There are many forms of anonymisation, but none can remove the threat of an attacker recreating personal information using external resources. Choosing which technique to use requires understanding of the attacker threat, what the shared data is to be used for, and the context in which it was both gathered and released. Anonymity is not solely a property of the data, but a function of the 'data environment' in which it is held. 'Provenance' is the record of creation and modification of data and processes. The goal is to use provenance information to identify and describe data environments so that the appropriate anonymization techniques can be applied.
Explaining the science
Recent work (Elliot et al 2018) has introduced the concept of 'functional anonymisation' which states that risk lies not in the properties of the data on their own, but in the relationship between data and their context, called the 'data environment', which can be characterised by four parameters: the agents with access to the data; the supplementary data which can be integrated with the data; the infrastructure in which the data is stored and processed; and the governance of the data. Anonymity is not therefore solely a property of the data, but a function of the data environment(s) in which it is held. Anonymisation can be reversed when someone with appropriate supplementary data can gain access and perform the necessary data integration to re-identify some or all people in the dataset.

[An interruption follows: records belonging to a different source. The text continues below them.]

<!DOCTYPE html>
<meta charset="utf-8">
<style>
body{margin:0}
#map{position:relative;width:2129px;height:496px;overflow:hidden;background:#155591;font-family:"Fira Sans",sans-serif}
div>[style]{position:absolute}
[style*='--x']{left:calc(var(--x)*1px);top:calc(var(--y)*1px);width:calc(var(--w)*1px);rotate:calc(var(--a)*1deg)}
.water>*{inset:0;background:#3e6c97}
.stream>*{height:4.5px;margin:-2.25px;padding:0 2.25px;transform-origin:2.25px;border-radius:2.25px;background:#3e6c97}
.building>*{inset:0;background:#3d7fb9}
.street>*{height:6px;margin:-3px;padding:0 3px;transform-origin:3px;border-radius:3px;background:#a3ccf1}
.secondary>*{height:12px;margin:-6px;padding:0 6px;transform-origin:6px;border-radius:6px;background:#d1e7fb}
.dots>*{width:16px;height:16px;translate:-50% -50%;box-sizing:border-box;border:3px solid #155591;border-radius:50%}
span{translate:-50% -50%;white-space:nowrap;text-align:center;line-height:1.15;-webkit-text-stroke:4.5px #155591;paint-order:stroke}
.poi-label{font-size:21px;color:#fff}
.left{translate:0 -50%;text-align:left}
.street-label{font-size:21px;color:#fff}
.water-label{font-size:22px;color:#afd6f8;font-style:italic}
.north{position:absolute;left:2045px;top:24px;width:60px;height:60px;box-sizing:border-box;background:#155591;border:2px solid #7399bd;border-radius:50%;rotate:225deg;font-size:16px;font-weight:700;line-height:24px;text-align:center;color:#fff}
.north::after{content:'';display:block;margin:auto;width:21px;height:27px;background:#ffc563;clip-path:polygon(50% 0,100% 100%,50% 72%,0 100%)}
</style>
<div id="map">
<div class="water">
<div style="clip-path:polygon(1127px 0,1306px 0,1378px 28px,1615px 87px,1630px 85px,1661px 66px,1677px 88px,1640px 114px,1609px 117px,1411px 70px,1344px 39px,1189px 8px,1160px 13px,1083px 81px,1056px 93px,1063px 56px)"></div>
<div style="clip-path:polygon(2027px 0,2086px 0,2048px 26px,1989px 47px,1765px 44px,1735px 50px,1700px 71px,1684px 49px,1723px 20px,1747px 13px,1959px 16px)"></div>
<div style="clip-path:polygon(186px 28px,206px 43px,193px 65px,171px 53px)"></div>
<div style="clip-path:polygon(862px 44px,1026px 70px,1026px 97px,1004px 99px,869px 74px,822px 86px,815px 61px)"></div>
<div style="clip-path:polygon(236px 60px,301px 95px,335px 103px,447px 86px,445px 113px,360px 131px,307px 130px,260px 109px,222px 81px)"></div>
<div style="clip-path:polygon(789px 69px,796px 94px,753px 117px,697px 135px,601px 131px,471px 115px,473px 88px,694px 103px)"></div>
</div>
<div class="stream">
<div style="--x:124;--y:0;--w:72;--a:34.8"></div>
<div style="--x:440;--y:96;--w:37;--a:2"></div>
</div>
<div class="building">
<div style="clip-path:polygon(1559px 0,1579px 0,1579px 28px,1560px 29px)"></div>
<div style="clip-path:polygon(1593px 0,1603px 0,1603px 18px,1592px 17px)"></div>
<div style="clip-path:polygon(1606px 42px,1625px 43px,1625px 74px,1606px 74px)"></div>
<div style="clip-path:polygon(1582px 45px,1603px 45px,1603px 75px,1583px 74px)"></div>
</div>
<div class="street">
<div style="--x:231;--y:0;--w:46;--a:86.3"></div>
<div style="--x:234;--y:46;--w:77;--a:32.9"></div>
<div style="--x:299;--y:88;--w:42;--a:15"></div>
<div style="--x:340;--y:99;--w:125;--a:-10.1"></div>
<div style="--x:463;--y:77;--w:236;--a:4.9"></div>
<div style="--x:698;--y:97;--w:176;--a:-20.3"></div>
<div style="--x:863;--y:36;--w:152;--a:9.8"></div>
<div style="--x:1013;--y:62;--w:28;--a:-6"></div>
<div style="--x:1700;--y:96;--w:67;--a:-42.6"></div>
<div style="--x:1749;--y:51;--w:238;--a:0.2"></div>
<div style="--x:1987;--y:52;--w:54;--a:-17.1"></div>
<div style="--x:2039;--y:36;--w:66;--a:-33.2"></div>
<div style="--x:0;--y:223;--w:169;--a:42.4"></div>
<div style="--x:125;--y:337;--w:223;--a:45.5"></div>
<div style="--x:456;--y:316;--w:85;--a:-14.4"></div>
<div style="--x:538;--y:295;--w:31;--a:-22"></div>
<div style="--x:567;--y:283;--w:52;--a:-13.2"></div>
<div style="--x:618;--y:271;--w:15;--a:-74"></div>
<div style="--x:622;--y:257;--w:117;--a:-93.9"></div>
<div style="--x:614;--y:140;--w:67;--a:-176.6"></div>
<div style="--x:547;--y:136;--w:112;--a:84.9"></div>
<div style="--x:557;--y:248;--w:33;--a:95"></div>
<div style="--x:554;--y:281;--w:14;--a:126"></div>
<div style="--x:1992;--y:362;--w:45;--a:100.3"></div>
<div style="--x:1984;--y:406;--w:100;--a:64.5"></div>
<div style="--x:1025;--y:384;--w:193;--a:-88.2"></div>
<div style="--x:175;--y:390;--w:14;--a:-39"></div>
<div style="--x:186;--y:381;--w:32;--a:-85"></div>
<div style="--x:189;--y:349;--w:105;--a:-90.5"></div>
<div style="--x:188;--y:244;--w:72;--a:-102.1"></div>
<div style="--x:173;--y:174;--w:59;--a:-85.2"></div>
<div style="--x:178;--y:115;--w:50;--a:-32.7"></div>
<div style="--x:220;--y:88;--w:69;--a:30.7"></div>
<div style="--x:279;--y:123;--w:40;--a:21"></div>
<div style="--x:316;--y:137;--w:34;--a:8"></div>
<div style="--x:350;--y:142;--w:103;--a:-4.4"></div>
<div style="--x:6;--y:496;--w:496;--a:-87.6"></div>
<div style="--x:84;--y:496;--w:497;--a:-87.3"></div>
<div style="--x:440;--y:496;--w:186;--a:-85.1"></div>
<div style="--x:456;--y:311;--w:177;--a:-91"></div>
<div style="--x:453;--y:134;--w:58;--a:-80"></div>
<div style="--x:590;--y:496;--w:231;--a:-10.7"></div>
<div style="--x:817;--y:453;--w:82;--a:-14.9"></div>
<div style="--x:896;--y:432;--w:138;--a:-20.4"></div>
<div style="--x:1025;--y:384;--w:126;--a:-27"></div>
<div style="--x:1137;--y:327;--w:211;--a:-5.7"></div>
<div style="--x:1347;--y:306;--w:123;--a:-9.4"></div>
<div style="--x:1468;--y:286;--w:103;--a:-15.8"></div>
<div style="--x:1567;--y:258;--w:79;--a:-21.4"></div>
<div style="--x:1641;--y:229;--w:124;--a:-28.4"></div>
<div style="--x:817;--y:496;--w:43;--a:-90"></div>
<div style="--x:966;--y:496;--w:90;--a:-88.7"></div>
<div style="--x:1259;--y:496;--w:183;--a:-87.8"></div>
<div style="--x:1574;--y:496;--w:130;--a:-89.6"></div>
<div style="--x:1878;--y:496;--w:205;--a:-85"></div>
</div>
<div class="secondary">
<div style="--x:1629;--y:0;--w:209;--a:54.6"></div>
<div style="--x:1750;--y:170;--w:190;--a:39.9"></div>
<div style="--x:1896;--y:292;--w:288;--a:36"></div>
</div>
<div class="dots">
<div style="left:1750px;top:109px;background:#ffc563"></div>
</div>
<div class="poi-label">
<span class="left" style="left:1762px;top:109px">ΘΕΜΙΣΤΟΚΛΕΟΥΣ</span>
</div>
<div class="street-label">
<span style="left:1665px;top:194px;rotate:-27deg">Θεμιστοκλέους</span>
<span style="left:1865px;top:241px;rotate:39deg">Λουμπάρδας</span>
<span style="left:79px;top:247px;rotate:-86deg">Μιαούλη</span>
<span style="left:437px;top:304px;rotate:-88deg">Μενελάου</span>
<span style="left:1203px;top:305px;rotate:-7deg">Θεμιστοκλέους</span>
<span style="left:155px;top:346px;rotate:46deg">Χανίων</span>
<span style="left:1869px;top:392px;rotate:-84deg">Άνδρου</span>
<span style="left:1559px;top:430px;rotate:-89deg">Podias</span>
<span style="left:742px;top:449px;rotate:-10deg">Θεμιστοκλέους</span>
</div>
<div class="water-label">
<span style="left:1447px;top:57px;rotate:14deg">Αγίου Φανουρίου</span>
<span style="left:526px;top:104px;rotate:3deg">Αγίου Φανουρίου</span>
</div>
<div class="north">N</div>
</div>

'Provenance' is the record of creation and modification of data and processes. It has many uses, including: debugging, scientific reproducibility, and establishing trust in data. The Alan Turing Institute's 'Symposium on Reproducibility for Data Intensive Research' Final Report notes that Turing should investigate low-overhead provenance collection systems and utilise the W3C PROV (Groth & Moreau 2013). The W3C PROV is an interoperability standard for provenance that defines actors, entities, activities, and the relationships between them. Using provenance (as described by PROV), it is possible to trace where data came from, and how it was processed. Recently, the notion of 'prescriptive provenance' has gained traction; prescriptive provenance describes how the data should flow, based on instances of the current data flow.

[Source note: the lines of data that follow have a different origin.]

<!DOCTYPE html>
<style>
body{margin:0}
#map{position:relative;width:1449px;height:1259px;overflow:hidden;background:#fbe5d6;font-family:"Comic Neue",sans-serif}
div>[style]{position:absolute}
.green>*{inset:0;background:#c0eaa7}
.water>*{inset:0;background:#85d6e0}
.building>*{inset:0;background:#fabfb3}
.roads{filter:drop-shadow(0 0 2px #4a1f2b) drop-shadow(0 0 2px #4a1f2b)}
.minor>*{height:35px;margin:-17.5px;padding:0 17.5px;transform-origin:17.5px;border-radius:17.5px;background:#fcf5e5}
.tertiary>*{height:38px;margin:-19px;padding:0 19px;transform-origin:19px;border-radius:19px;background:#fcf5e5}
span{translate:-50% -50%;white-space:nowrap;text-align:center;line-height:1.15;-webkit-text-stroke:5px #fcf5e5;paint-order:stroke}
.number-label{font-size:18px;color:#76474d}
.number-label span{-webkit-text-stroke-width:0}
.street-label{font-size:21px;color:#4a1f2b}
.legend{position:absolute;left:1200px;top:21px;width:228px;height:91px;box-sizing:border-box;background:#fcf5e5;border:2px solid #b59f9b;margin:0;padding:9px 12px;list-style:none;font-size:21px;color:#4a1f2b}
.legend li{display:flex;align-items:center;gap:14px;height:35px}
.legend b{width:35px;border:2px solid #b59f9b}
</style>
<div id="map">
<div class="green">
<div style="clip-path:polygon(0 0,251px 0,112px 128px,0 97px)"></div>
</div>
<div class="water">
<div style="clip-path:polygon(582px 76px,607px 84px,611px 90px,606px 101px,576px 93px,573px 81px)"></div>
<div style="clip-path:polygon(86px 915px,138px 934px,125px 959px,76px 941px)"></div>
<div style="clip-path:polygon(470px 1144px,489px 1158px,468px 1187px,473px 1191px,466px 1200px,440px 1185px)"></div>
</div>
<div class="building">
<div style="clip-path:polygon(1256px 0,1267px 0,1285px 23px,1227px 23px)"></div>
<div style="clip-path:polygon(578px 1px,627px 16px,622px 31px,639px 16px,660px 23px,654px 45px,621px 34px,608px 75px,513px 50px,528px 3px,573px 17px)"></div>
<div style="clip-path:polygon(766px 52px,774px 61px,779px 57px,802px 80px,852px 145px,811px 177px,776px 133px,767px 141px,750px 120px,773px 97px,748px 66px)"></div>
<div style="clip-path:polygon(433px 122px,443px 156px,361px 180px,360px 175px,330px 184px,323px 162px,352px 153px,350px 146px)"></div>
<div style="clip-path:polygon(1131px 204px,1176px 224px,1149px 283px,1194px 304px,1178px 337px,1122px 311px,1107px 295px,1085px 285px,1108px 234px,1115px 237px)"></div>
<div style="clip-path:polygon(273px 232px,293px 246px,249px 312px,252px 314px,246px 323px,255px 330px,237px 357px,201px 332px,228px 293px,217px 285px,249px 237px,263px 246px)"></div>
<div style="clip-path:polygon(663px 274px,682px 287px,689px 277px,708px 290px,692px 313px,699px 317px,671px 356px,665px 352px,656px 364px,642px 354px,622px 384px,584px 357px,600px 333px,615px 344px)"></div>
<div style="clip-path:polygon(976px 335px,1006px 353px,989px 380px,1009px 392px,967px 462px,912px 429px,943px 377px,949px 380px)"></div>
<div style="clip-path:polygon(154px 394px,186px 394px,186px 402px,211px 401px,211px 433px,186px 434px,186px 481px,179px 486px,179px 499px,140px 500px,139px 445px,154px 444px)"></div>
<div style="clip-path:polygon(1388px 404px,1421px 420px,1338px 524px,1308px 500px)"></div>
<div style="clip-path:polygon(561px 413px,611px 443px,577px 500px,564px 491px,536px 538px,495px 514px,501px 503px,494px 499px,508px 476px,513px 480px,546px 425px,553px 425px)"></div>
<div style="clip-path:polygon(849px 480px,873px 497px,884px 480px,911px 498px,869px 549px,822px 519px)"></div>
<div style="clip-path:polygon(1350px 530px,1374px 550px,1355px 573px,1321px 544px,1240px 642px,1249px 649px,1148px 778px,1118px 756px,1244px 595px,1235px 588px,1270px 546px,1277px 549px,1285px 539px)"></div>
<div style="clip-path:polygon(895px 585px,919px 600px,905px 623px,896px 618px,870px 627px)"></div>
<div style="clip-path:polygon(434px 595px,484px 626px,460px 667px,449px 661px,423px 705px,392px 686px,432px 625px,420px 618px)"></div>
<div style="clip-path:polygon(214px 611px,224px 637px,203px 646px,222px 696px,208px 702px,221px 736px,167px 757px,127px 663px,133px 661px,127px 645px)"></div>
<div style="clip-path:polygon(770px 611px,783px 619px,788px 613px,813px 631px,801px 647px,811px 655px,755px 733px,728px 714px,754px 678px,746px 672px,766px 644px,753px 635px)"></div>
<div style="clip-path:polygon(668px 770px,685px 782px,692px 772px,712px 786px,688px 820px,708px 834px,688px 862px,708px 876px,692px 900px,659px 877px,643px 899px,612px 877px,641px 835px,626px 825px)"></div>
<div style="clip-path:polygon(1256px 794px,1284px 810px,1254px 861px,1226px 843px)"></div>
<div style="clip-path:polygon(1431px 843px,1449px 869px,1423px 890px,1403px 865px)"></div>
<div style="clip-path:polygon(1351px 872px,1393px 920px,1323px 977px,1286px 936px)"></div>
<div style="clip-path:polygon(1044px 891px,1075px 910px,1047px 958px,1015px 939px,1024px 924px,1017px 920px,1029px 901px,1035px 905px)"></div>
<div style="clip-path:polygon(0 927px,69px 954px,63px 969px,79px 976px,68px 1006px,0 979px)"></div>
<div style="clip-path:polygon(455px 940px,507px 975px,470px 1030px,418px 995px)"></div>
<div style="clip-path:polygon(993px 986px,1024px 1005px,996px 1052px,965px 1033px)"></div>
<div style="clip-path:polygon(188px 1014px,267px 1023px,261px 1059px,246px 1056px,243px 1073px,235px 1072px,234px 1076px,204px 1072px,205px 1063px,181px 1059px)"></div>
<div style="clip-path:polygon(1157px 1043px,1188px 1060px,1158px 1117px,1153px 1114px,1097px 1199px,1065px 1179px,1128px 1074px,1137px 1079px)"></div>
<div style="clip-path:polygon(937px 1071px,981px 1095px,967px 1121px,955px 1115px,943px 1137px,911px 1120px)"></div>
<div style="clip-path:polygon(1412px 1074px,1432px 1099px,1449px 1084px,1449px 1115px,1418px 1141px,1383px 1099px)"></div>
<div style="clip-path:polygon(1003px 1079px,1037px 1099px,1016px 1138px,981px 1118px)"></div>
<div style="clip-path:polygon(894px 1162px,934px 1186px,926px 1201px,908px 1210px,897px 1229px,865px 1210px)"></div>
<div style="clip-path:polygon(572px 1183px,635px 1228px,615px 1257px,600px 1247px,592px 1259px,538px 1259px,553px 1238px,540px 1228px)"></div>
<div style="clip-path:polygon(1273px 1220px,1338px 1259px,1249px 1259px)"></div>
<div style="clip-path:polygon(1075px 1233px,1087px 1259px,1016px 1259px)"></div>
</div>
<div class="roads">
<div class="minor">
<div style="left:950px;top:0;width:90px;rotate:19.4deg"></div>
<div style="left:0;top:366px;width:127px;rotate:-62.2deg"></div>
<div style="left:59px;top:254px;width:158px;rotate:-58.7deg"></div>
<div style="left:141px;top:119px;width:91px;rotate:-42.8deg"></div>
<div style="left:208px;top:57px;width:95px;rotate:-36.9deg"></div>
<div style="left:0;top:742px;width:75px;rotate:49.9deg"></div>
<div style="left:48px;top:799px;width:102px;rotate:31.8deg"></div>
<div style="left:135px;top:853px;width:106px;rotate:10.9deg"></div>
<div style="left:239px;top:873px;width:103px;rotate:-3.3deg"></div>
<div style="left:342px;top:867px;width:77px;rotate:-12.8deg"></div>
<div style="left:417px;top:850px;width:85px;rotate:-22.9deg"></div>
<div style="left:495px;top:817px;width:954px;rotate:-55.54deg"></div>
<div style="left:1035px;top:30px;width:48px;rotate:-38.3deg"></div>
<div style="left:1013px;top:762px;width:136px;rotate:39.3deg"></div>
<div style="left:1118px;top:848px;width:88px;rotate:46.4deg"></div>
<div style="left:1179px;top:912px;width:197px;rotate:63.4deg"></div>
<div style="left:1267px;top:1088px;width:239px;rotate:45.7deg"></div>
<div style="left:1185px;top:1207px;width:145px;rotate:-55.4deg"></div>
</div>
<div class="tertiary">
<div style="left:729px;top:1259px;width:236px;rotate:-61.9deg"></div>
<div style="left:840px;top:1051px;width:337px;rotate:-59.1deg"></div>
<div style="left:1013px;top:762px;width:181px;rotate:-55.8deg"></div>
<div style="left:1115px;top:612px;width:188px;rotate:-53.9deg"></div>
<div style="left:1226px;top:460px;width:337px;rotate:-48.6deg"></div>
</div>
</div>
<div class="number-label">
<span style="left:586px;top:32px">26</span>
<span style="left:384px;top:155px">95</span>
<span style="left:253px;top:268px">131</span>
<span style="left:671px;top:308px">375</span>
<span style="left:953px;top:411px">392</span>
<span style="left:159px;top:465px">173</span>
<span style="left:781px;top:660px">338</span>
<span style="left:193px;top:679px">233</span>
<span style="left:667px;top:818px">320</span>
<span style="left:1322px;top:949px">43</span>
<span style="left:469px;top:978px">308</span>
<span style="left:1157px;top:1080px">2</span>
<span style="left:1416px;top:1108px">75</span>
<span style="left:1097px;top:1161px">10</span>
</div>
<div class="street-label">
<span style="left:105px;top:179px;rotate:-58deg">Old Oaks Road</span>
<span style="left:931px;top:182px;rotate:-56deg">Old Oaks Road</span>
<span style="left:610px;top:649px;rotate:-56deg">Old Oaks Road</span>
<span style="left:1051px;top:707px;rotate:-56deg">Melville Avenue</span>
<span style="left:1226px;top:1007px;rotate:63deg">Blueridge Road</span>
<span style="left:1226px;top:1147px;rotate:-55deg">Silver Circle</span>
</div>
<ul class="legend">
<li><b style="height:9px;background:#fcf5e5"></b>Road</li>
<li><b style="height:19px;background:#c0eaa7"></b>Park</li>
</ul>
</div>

Hence the intention of functional anonymisation is to configure anonymisation as a means of privacy protection through risk management, and the intention of provenance is to facilitate warranted trust in the processes of data creation and management. Putting the two together enables provenance to be used as a means of modelling the data environment(s), making it a key risk management tool for functional anonymisation.
The aim of this work is to provide an understanding of how data environments can be expressed and reasoned over using PROV interoperability standard. These findings will be applied to real use cases of data environments, data flows, and anonymisation requirements to test whether these techniques can be used to automatically identify appropriate anonymization techniques for a given situation. Moreover, there is an aim to identify how to use proscriptive provenance as a contractual agreement in how data will be utilised after sharing, and how it can be used to support/comply with GDPR and other data privacy legislation.
Expected outcomes include:
- Tutorial on using provenance to improve data protection and anonymisation decisions at ProvenanceWeek2020.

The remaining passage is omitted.